Question sahraouie : «L’Espagne joue sa mauvaise carte», soulignent des experts    

Le changement de la position du chef du gouvernement espagnol, Pedro Sanchez, sur la question sahraouie, a surpris plus d’un. Les premiers responsables qui ont dénoncé ce revirement brutal de l’Espagne sont des membres de son staff.

«Depuis des décennies et même du temps des gouvernements de droite espagnole, la position de l’Espagne a été claire. L’ancienne puissance coloniale plaidait pour le règlement du dossier sahraoui selon les résolutions de l’ONU et en application du droit international. Elle a également soutenu le droit à l’autodétermination du peuple sahraoui à travers l’organisation d’un référendum», a estimé Ismail Débeche, enseignant à la faculté des sciences politiques et les relations internationales (Alger 3), lors d’une table ronde organisée par Echaâb Center for Studiesand Research, ce mercredi à Alger.

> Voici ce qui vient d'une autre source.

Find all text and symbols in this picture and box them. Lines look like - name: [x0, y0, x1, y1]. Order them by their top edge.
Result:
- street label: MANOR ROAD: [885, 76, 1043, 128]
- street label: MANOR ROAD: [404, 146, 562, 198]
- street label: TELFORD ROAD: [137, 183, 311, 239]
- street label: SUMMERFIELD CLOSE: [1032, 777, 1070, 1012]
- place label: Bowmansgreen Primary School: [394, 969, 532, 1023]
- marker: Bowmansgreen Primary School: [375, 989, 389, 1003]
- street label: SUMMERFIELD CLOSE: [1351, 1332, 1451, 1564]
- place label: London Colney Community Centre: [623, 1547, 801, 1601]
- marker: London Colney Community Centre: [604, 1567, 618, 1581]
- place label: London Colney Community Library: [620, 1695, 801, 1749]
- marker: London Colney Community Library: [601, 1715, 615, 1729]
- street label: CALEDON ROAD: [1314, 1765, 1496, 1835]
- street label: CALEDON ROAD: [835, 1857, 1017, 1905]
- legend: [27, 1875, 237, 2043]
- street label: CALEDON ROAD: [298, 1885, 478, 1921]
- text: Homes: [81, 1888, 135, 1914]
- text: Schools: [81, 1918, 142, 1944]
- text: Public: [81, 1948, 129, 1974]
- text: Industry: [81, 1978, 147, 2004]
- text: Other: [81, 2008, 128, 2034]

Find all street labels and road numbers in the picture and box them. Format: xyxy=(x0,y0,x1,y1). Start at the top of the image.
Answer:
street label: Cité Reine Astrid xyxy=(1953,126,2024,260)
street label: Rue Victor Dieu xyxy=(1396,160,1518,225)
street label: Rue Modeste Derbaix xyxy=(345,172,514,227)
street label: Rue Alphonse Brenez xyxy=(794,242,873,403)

Dans ce sillage, il a affirmé que  «l’Espagne joue sa mauvaise carte». «Les Etats-Unis font pression sur l’Union européenne pour utiliser les moyens de chaque membre et exiger une position nette par rapport au conflit en Ukraine dans le reste du monde. Pour les Occidentaux, l’Algérie est alignée sur la Russie alors que le ministère des Affaires étrangères dans un communiqué a plaidé pour le dialogue et la paix», a expliqué Débeche.
Pedro Sanchez soutient le plan de règlement proposé par le Maroc qui stipule l’autonomie du territoire sahraoui. «L’Espagne est otage de l’Alliance atlantique et des USA. L’Union européenne depuis la fin de la Seconde Guerre mondiale a soumis sa sécurité et sa défense à l’Otan. Ces dernières années, il y a une réflexion au sein de l’organisation pour créer sa propre armée», a-t-il encore ajouté.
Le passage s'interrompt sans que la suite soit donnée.